*Work order*:
Return the listing exactly as it appears, but strip out the images.
Start of Material to process
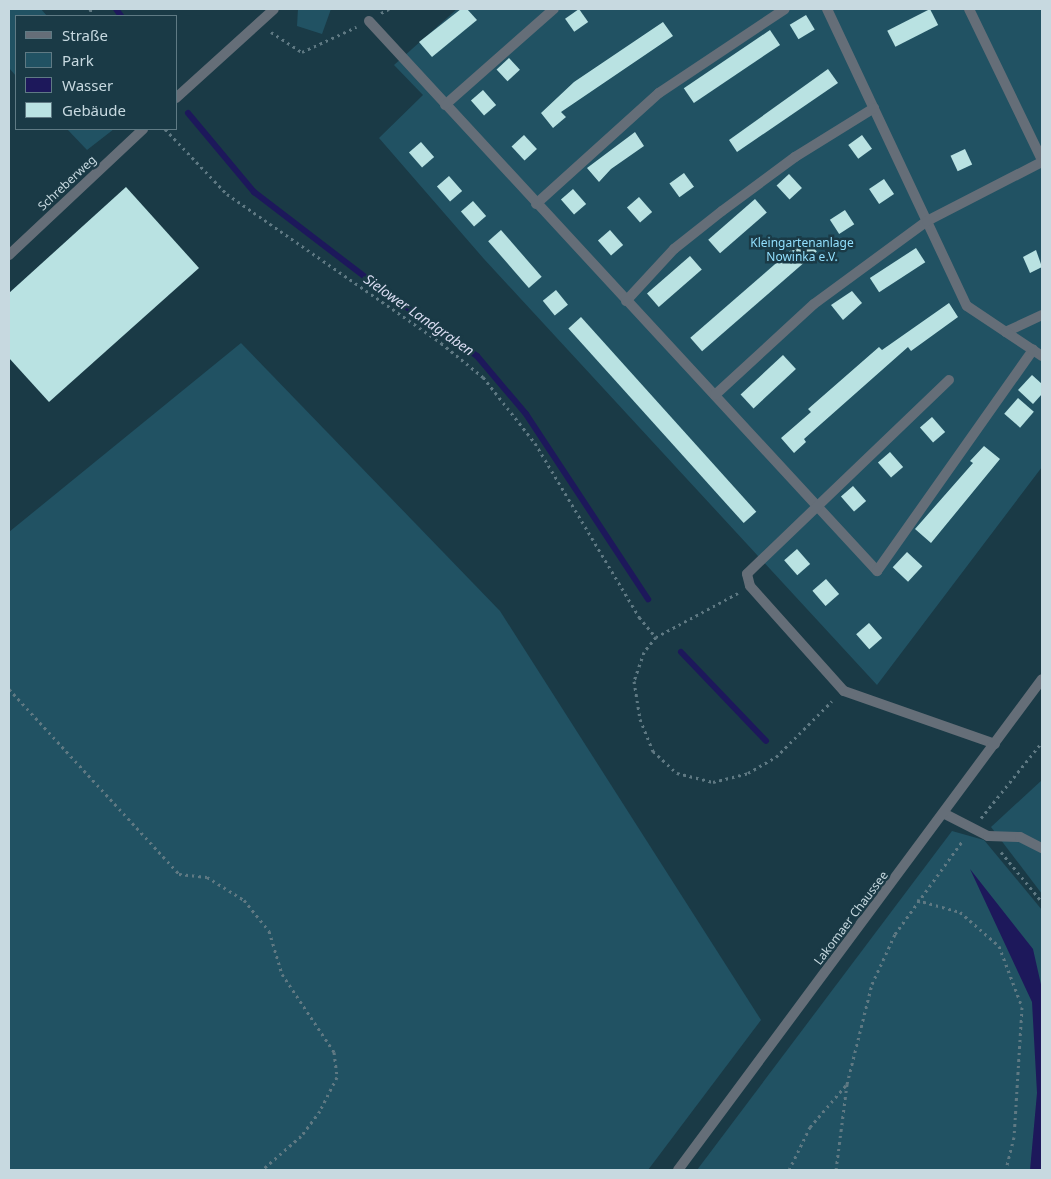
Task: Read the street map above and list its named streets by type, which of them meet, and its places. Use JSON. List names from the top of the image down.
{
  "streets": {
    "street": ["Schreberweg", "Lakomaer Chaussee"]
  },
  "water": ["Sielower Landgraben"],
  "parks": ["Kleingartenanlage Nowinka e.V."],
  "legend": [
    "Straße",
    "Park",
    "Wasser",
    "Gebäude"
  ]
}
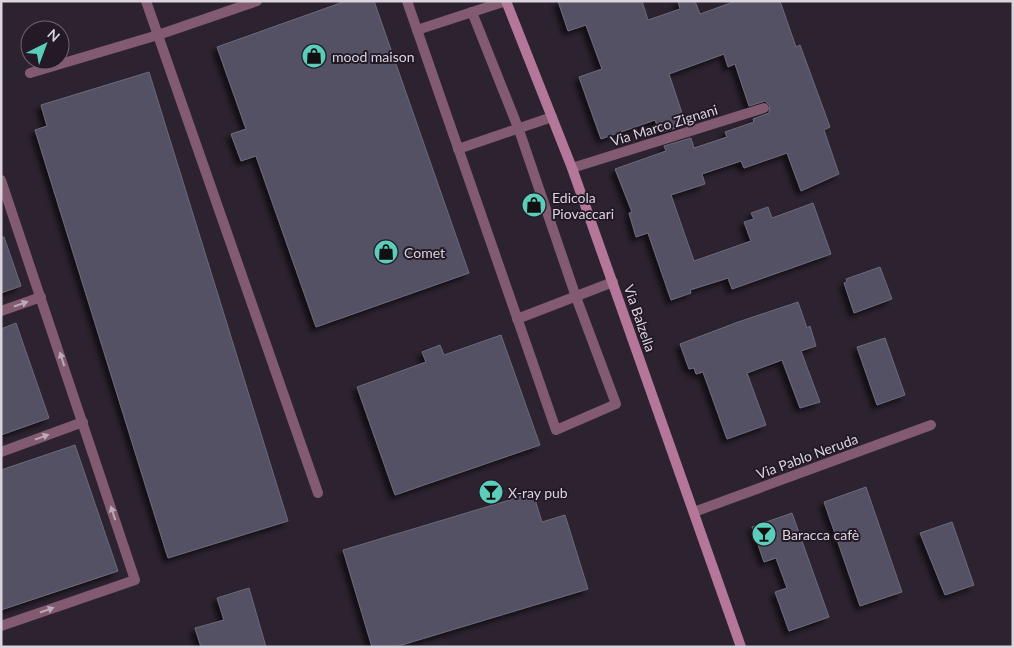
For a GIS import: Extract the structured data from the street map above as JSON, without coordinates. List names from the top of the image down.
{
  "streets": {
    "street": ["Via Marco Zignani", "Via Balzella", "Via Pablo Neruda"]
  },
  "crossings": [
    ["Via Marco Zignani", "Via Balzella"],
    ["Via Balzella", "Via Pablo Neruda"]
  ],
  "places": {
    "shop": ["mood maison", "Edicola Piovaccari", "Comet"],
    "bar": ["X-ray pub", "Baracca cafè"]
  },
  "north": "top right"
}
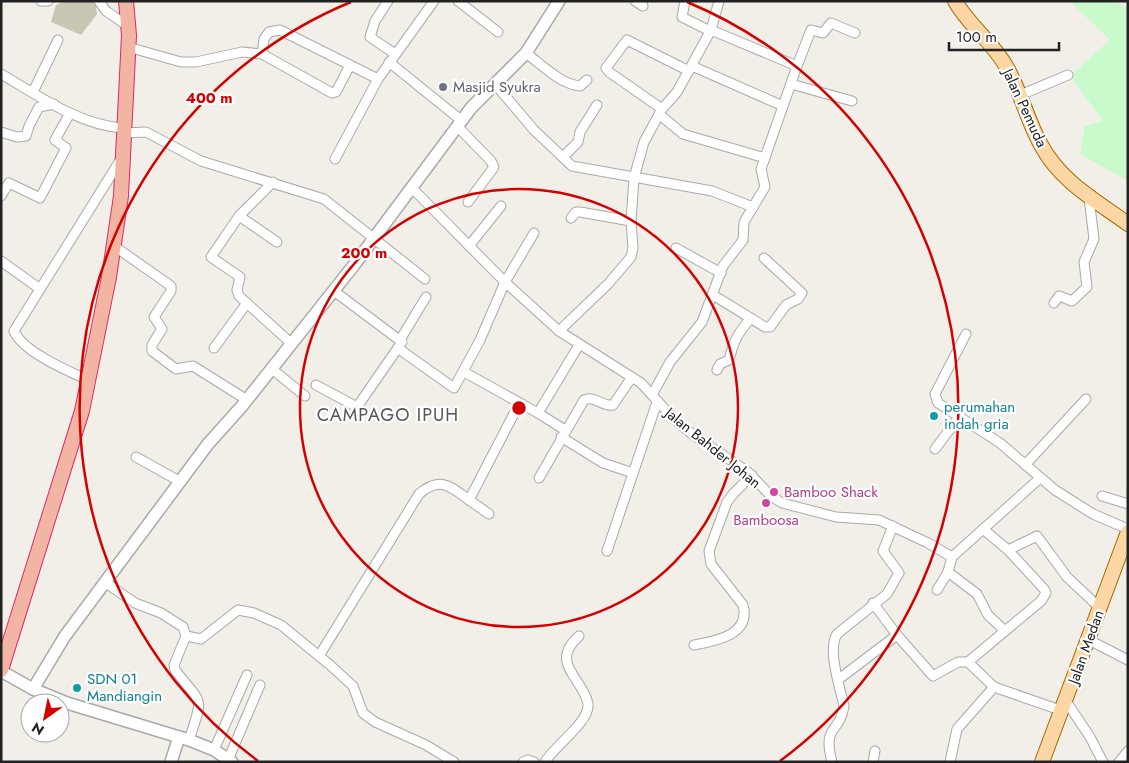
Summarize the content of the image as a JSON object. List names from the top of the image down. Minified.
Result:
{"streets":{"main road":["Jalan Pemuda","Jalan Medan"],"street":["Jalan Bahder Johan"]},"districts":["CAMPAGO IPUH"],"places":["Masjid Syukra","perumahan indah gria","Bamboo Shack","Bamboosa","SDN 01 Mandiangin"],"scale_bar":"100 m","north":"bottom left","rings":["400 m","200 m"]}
End of Material to process
*Result below*:
Task: Read the street map above and list its named streets by type, which of them meet, and its places. Use JSON. List names from the top of the image down.
{
  "streets": {
    "street": ["Schreberweg", "Lakomaer Chaussee"]
  },
  "water": ["Sielower Landgraben"],
  "parks": ["Kleingartenanlage Nowinka e.V."],
  "legend": [
    "Straße",
    "Park",
    "Wasser",
    "Gebäude"
  ]
}
For a GIS import: Extract the structured data from the street map above as JSON, without coordinates. List names from the top of the image down.
{
  "streets": {
    "street": ["Via Marco Zignani", "Via Balzella", "Via Pablo Neruda"]
  },
  "crossings": [
    ["Via Marco Zignani", "Via Balzella"],
    ["Via Balzella", "Via Pablo Neruda"]
  ],
  "places": {
    "shop": ["mood maison", "Edicola Piovaccari", "Comet"],
    "bar": ["X-ray pub", "Baracca cafè"]
  },
  "north": "top right"
}
Summarize the content of the image as a JSON object. List names from the top of the image down. Minified.
Result:
{"streets":{"main road":["Jalan Pemuda","Jalan Medan"],"street":["Jalan Bahder Johan"]},"districts":["CAMPAGO IPUH"],"places":["Masjid Syukra","perumahan indah gria","Bamboo Shack","Bamboosa","SDN 01 Mandiangin"],"scale_bar":"100 m","north":"bottom left","rings":["400 m","200 m"]}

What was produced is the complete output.